Given that the drug has not yet entered human trials, it seems likely that it is still at least seven years away from becoming an approved drug.

Identifying a target — a biomarker for disease, such as cancer, Parkinson’s, Alzheimer’s or malaria — is the first step in drug discovery. Once validated, researchers develop an assay, or test, to screen the target against thousands of compounds. At the CDDI, those compounds typically come from Baker’s collection — one of the nation’s largest and most unique collections of natural product samples. The researchers look for a “hit,” or reaction, that could turn into a lead for a new drug.

But getting a hit is just the beginning.

Next, scientists must optimize the drug for activity and pharmacokinetic properties, such as solubility, absorption, metabolism and potency. They must ensure the drug does more than reach its target; it has to stick around long enough to do the job, but not too long. It has to be selective; it has to be safe and reliable; and it has to be affordable.

“It’s definitely a balancing act; we optimize for everything,” says Leahy. “A lot of times hard decisions come up because you may have a compound that isn’t as active, but you can make more metabollically stable or synthesize it for 1/100th of the cost. So you have to compromise in some ways to find the compound that is the most ideal version in all of these categories that can become a reasonable drug.”

Optimizing potential new drugs means changing the structure of compounds to make them safer and more effective; for example, altering the design of a drug molecule to enable it to more powerfully bind to the parts of the target where it can have the greatest impact.

It’s a process made possible with advanced chemistry techniques and faster technologies such as nuclear magnetic resonance, crystallography, computer modeling and mass spectrometry. The highly specialized technologies are available to researchers in the CDDI’s laboratories and core facilities, including a chemodiversity laboratory, a proteomics facility, a protein production and cell biology laboratory, and a high field nuclear magnetic resonance facility.

Lindsey “Les” Shaw, a microbiologist and associate professor in USF’s Department of Cell Biology, Microbiology and Molecular Biology, calls CDDI “an umbrella organization that brings the right people together.”

“It can connect people like Bill Baker, Jim Leahy, Dennis Kyle, Roman Manetsch and me,” he says. “We all have this collective experience of drug discovery and delivery.”

Shaw is working with researchers at the CDDI to identify new antibiotics that could prove effective against the top six hospital-acquired bacterial infections in the United States today.

The bugs, or so-called ESKAPE pathogens (with each letter representing one of the different bacteria), are responsible for the majority of the 100,000 deaths from hospital-acquired infections seen in the U.S. each year.

“We’ll take compounds from anyone to identify hits that we can turn into leads,” Shaw says.

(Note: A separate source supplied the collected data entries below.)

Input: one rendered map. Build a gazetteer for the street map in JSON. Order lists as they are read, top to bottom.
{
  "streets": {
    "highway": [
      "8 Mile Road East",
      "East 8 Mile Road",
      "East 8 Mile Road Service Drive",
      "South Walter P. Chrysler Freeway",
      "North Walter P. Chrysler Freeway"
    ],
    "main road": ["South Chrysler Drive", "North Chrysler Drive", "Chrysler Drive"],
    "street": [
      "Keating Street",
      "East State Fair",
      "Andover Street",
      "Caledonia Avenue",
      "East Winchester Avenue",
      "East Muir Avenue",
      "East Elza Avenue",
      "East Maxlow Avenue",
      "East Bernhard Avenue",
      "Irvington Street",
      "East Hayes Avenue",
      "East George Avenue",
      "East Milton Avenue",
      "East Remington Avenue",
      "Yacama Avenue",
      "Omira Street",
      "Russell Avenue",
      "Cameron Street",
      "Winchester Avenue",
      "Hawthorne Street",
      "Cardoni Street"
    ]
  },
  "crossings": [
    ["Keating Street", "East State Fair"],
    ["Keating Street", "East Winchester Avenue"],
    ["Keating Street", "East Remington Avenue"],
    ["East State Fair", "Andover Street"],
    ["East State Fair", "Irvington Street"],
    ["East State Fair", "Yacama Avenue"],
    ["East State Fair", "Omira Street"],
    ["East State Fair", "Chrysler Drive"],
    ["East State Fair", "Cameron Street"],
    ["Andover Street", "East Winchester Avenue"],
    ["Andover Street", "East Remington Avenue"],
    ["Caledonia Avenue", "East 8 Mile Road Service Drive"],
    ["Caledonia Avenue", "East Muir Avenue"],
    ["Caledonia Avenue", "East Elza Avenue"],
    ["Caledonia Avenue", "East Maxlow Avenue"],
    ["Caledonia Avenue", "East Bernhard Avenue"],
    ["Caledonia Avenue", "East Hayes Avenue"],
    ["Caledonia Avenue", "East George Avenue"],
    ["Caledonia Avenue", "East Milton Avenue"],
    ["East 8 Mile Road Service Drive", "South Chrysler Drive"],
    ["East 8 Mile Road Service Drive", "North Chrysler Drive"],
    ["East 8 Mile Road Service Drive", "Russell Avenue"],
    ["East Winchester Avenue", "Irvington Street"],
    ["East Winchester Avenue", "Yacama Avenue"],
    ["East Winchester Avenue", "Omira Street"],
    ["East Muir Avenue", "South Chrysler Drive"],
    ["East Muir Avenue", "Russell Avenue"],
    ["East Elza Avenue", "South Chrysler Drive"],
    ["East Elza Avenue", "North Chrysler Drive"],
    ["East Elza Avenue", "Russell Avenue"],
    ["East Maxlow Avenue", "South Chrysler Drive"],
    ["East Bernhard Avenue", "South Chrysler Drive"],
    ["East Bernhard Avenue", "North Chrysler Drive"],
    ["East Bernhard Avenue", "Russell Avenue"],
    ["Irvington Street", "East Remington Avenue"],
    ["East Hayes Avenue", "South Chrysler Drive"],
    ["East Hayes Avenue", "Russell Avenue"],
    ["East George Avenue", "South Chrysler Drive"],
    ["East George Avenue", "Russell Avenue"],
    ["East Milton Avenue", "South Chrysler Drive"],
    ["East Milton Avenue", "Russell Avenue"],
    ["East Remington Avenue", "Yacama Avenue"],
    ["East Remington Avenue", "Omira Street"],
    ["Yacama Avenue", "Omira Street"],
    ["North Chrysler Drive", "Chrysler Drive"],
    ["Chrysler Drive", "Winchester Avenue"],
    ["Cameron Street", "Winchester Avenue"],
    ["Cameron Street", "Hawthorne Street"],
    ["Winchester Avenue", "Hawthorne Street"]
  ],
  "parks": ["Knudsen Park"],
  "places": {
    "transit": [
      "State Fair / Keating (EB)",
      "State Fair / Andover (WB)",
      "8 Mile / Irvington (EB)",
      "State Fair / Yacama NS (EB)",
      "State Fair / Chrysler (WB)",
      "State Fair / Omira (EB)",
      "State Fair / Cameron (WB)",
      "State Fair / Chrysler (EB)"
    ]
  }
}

Right now he’s focused on the CDDI’s natural products library, which in addition to marine specimens from the Antarctic, includes understudied fungi from the Florida Everglades and Florida Keys.

In the wild, fungi coexist with bacteria in the soil. Perhaps some manipulation of the chemical defenses developed by fungi to ward off infection could be effective for humans.

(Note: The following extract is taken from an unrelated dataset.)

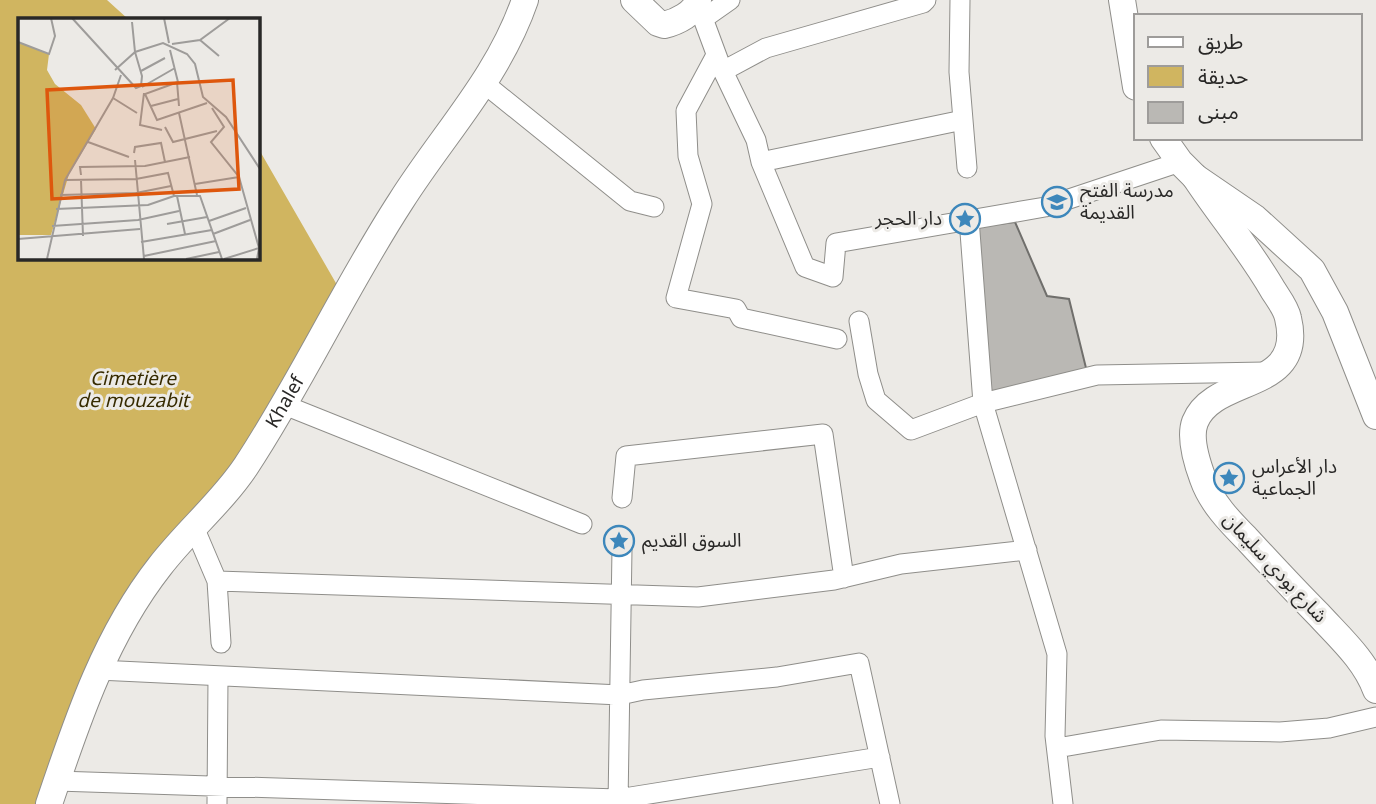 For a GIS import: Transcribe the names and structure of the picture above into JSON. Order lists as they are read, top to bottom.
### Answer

“But it’s not just about taking Everglades fungi and looking for something new; we have this cool epigenetic modification where we manipulate the fungi chemically and spook them into making new things,” Shaw says. “The fungus makes compounds we then use to try to kill the bacteria.” Shaw’s research, like much of the work under way at the CDDI, is being funded by a federal grant.

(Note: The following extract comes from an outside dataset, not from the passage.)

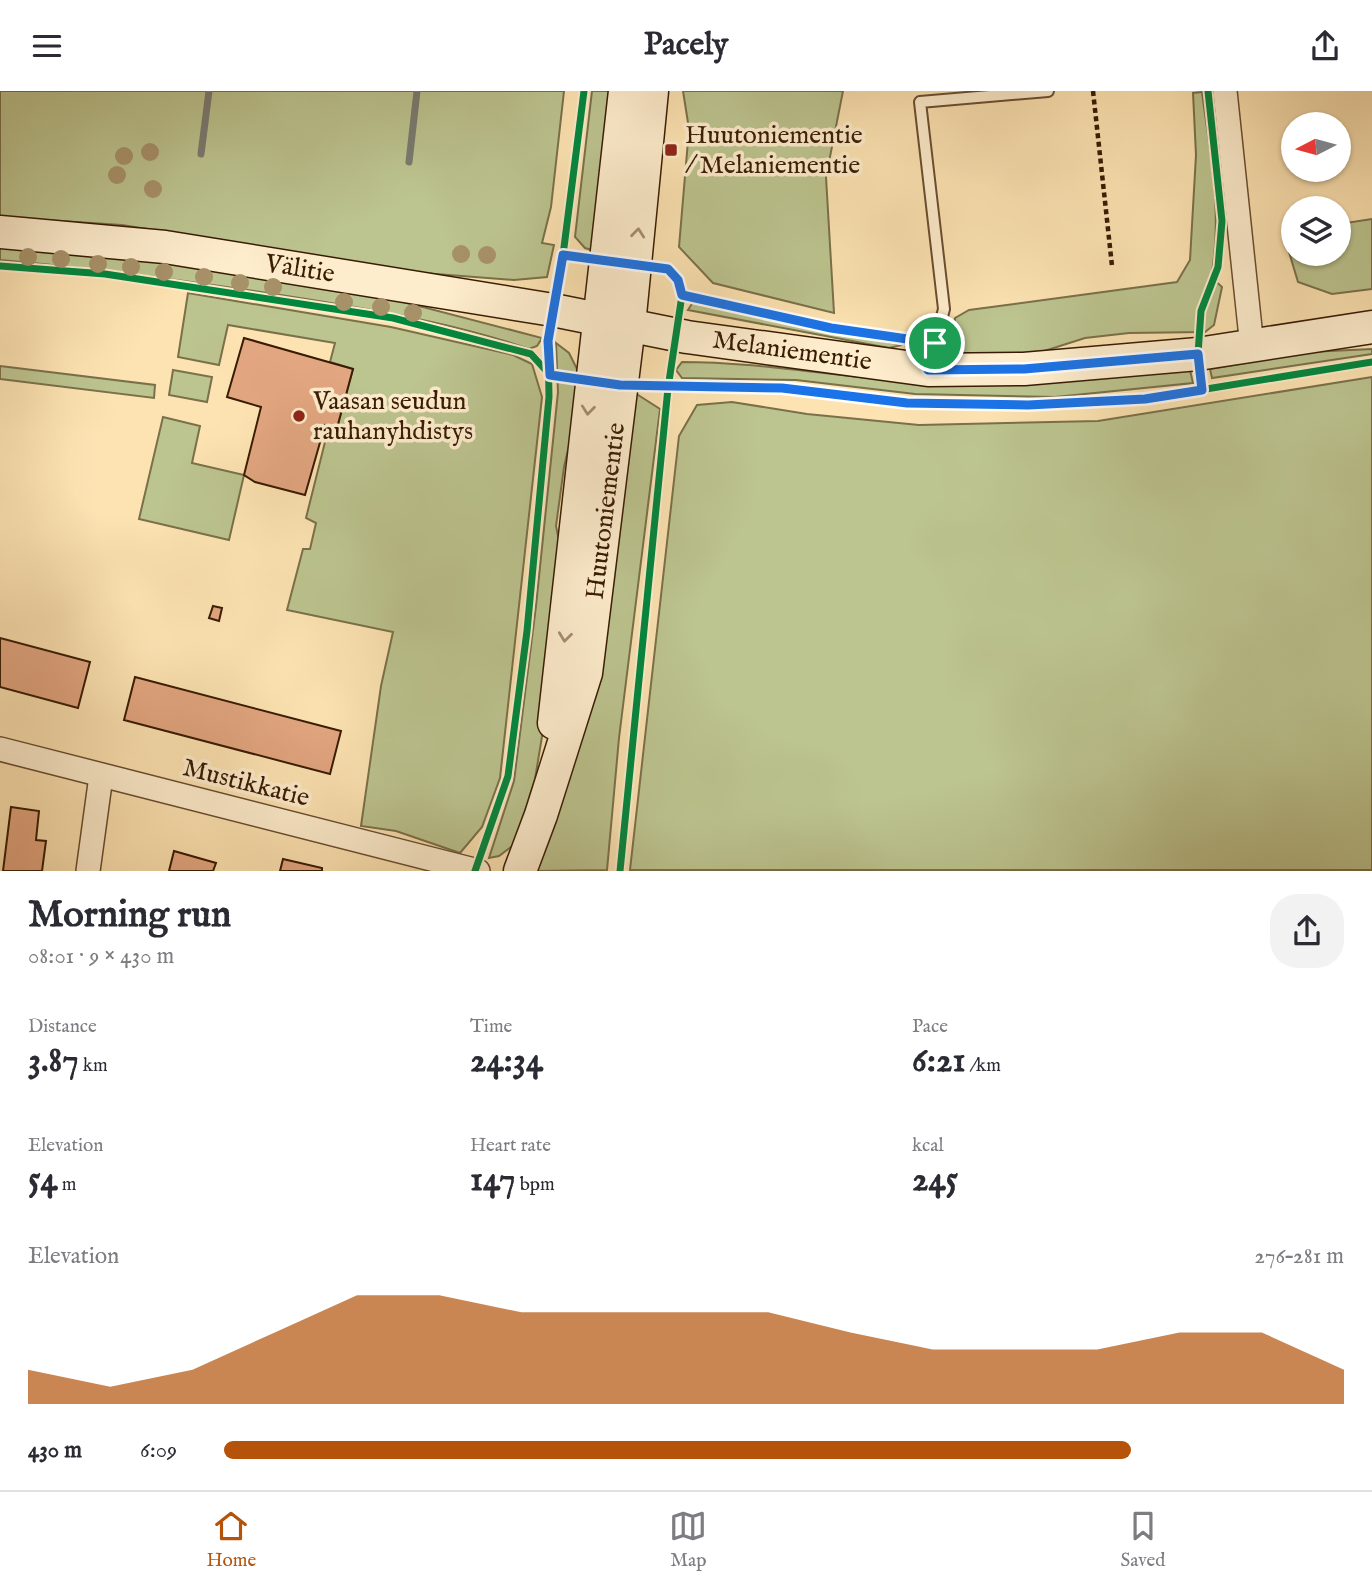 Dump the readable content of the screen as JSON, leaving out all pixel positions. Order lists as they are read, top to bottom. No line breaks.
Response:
{"streets":{"main road":["Välitie","Melaniementie","Huutoniementie"],"street":["Mustikkatie"]},"crossings":[["Välitie","Melaniementie"],["Välitie","Huutoniementie"],["Melaniementie","Huutoniementie"]],"places":{"transit":["Huutoniementie / Melaniementie"],"other":["Vaasan seudun rauhanyhdistys"]},"north":"left","page":{"header":"Pacely","heading":["Morning run","08:01 · 9 × 430 m"],"stats":[["Distance","3.87 km"],["Time","24:34"],["Pace","6:21 /km"],["Elevation","54 m"],["Heart rate","147 bpm"],["kcal","245"]],"chart":["Elevation","276–281 m"],"list":[{"name":"430 m","note":"6:09"}],"tabs":["Home","Map","Saved"]}}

“The beauty of what we do is one compound goes six ways because I have six different types of bacteria so I get six times the data,” he says. “We used to just work on MRSA (Methicillin-resistant Staphylococcus aureus) and then we decided to expand because there were so many hits that we were missing.”

Finding hits and developing leads is a highly collaborative, interdisciplinary effort.

“It’s a full university endeavor,” Baker says, “with contributors from all over.”